Goal of the exercise: Using the records below, find how many lines hold the word "list" and reply with only that number.

Working data:
┌──
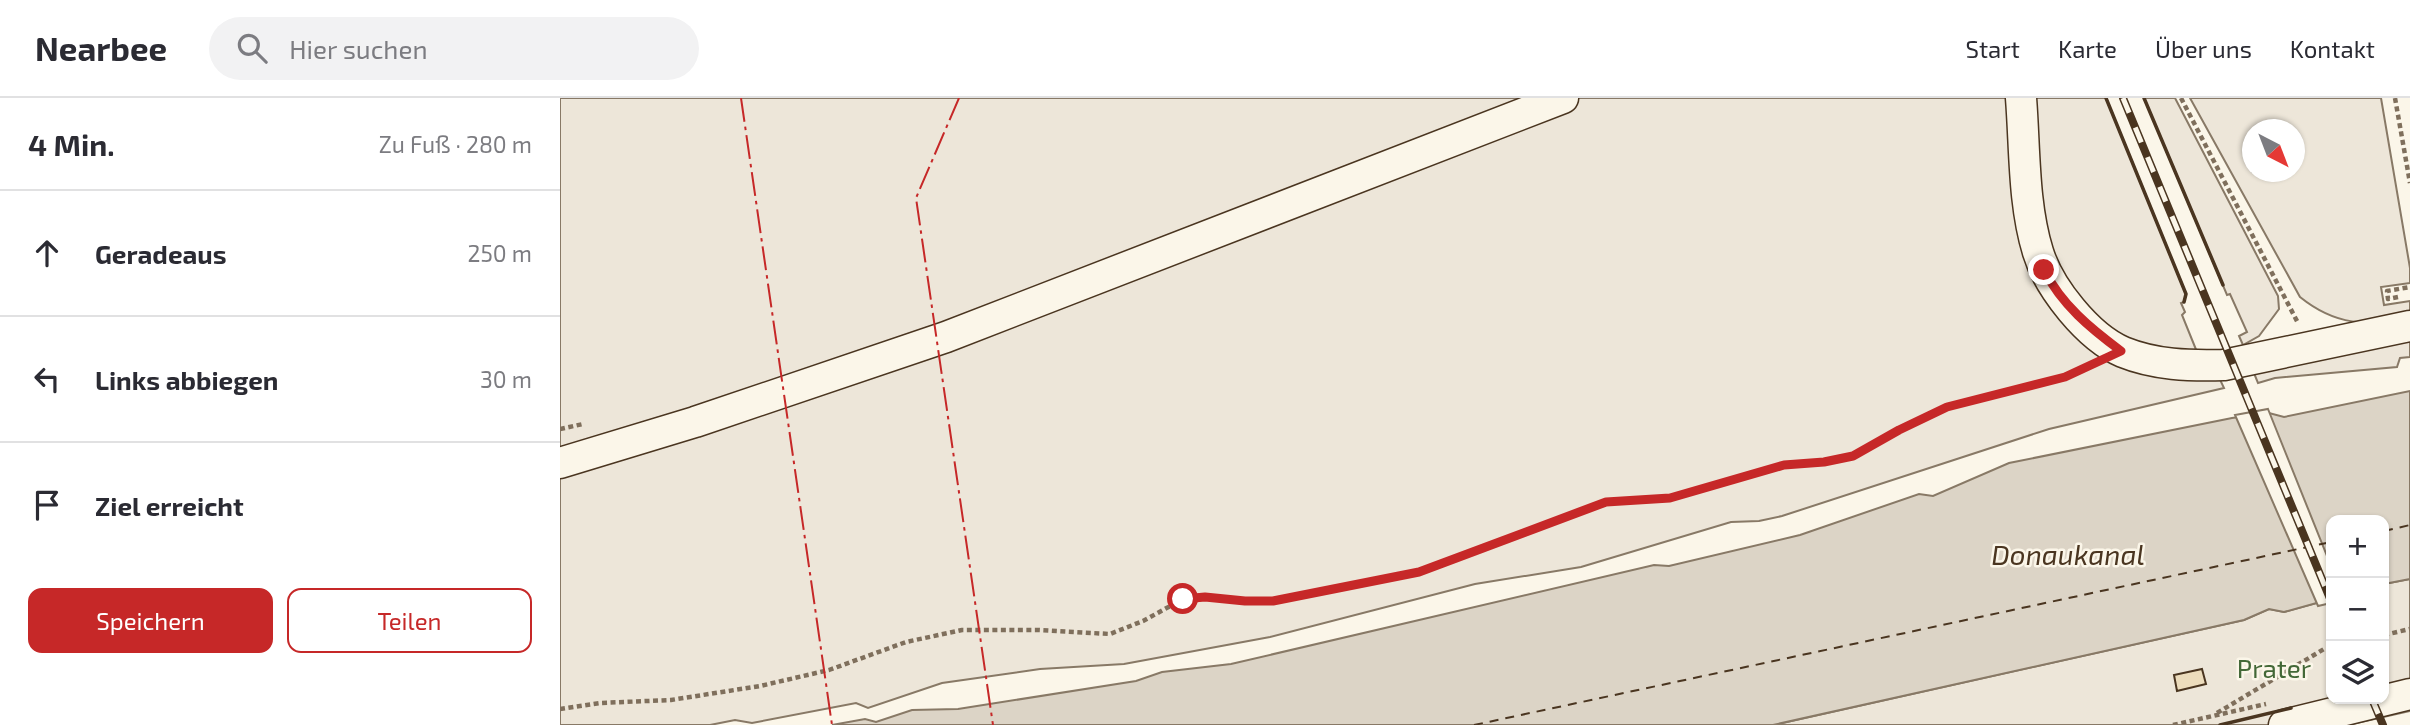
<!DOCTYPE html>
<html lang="de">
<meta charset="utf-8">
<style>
body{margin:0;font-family:"Exo 2",sans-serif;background:#f2f2f3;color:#2b2b33}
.controls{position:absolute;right:21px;bottom:21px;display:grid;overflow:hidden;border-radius:14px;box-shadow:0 2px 5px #0004}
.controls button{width:63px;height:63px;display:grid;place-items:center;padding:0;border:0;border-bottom:2px solid #e1e1e2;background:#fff;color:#2b2b33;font:35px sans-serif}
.compass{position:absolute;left:1682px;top:21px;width:63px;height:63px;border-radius:50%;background:#fff;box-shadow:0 2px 5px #0004;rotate:138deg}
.stop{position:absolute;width:21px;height:21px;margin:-16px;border:5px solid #c62828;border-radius:50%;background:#fff}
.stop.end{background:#c62828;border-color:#fff;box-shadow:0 2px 7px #0008}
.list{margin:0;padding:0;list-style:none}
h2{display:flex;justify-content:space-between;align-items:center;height:91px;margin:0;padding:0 28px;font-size:30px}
h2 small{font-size:23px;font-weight:400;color:#7c7c81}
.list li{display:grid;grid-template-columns:46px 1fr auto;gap:21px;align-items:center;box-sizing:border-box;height:126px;padding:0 28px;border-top:2px solid #e1e1e2}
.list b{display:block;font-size:26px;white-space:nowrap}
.list em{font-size:23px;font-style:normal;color:#7c7c81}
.actions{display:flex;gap:14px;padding:21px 28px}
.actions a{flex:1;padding:16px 0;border:2px solid #c62828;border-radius:14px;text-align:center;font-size:24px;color:#c62828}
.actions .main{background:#c62828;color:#fff}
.icon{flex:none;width:38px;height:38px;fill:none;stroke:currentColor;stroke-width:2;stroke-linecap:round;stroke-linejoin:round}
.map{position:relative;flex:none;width:1850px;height:627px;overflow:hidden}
header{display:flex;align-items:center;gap:42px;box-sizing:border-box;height:98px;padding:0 35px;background:#fff;border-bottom:2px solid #e1e1e2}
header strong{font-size:33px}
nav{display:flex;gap:38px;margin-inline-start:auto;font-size:24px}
.search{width:490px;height:63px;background:#f2f2f3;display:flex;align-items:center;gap:18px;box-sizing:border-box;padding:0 24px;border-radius:38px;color:#7c7c81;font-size:26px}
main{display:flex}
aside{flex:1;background:#fff}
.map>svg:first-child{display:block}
.green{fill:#ede6d9;stroke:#887966;stroke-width:2;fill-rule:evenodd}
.water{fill:#dcd4c6;stroke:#887966;stroke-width:2}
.pier{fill:#fbf6e9;stroke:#887966;stroke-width:2}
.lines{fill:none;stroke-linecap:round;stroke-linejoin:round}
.ferry{stroke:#4a3520;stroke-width:2;stroke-dasharray:9 7;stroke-linecap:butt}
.building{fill:#ecdcbc;stroke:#4a3520;stroke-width:2}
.minor-casing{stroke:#4a3520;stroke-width:33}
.path{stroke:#7f6f5c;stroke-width:4.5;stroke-dasharray:5 3.5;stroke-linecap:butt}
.minor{stroke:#fbf6e9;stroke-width:30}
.rail-casing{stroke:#4a3520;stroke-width:8}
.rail{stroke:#fbf6e9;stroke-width:5;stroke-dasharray:16;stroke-linecap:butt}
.wall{stroke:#4a3520;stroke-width:3.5}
.power{stroke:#c62828;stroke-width:2;stroke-dasharray:24 5 3.5 5;stroke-linecap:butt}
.route{stroke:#c62828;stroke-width:9}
.labels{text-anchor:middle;stroke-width:5;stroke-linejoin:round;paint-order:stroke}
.park-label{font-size:26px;fill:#436837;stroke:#fbf6e9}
.water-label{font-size:28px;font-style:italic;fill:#4a3520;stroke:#fbf6e9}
</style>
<header>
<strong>Nearbee</strong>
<div class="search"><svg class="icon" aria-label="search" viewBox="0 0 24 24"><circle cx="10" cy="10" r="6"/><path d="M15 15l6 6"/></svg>Hier suchen</div>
<nav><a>Start</a><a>Karte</a><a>Über uns</a><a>Kontakt</a></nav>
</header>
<main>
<aside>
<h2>4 Min.<small>Zu Fuß · 280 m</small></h2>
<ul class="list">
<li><svg class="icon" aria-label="ahead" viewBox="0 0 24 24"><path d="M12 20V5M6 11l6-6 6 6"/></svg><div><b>Geradeaus</b></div><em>250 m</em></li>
<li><svg class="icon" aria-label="left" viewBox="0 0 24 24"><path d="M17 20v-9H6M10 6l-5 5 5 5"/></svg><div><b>Links abbiegen</b></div><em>30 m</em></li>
<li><svg class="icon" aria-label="arrive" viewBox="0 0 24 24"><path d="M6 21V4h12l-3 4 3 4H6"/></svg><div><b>Ziel erreicht</b></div></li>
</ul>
<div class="actions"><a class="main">Speichern</a><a>Teilen</a></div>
</aside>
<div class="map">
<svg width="1850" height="627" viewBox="0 0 1850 627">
<rect width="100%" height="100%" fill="#fbf6e9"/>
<g class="green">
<polygon points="0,0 1455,0 1470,151 1534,241 1656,273 1664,290 1489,331 1222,418 1199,423 1171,424 1021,469 915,486 710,539 564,566 480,571 382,585 308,610 296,605 192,625 175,622 150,627 0,627"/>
<polygon points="1468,0 1546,0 1626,196 1624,204 1621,205 1625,214 1622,217 1637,254 1648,252 1652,260 1617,257 1545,233 1490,167"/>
<polygon points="1584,0 1615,0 1718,198 1719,211 1699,238 1683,247 1679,238 1687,234 1670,196 1667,197"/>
<path d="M1630,0H1821L1850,170V185L1821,189L1824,207L1850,203V220C1806,228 1776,228 1740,199ZM1692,32H1734V74H1692Z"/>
<polygon points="1850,238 1850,259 1840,260 1837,269 1715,280 1698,285 1691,268"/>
<polygon points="1850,481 1850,613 1788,627 1213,627 1684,522 1709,511 1724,514 1771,501 1771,601 1824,601 1824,486"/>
</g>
<polygon class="water" points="1850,293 1850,481 1824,486 1824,422 1771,422 1771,501 1724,514 1709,511 1684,522 1213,627 272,627 305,621 316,624 352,612 398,611 576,583 602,574 671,566 1094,467 1109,468 1240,437 1359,396 1373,398 1449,365 1672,320 1709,315 1724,319"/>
<polygon class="pier" points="1708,311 1771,468 1771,505 1758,508 1675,317"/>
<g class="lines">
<g class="ferry">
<polyline points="1824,433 1850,427"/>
<polyline points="914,627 1771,444"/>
</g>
</g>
<polygon class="building" points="1642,571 1646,586 1617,593 1614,577"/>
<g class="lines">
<defs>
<g id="minor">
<path d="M1461,0C1465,50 1463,106 1478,154C1489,190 1528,239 1563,254C1595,267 1629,268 1664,267L1850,228"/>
<polyline points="0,365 135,324 386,239 1003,0"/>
<polyline points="1724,627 1850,596"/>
</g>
</defs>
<use href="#minor" class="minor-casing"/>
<g class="path">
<polyline points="1621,0 1738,225"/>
<polyline points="1835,0 1850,85"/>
<polyline points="1838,199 1828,201 1827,193 1850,189"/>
<polyline points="0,331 23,326"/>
<polyline points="1824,537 1850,531"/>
<polyline points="0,611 40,605 111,602 200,588 269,572 346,544 402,532 478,532 550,536 583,523 623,501 645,499 685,504 713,503 859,474 1046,404 1110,400 1224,367 1264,364 1293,358 1339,332 1387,309 1505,279 1530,267"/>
<polyline points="1657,615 1764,551 1771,549"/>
<polyline points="1613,627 1706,606"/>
</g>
<use href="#minor" class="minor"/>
<defs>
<g id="rail">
<polyline points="1563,0 1771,503"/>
<polyline points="1812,601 1823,627"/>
</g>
</defs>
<use href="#rail" class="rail-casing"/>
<use href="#rail" class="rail"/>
<g class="wall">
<polyline points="1546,0 1626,196 1624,204"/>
<polyline points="1584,0 1663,187"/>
<polyline points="1660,627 1731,610"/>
</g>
<g class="power">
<polyline points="181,0 272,627"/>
<polyline points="399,0 356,100 433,627"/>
</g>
</g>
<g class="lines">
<path class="route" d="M623,501L645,499L685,503H713L859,474L1046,404L1110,400L1224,367L1264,364L1293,358L1339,332L1387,309L1505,279L1561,253C1530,230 1502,207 1484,172"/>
</g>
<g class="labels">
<g class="park-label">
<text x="1714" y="580">Prater</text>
</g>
<g class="water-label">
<text x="1508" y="467">Donaukanal</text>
</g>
</g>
</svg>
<div class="controls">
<button>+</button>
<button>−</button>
<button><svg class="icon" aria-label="layers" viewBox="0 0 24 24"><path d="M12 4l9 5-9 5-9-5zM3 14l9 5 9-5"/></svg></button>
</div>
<svg class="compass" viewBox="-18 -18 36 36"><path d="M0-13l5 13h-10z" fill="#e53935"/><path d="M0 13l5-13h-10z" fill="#7c7c81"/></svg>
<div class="stop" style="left:623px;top:501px"></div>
<div class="stop end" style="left:1484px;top:172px"></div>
</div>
</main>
└──
Expected answer: 5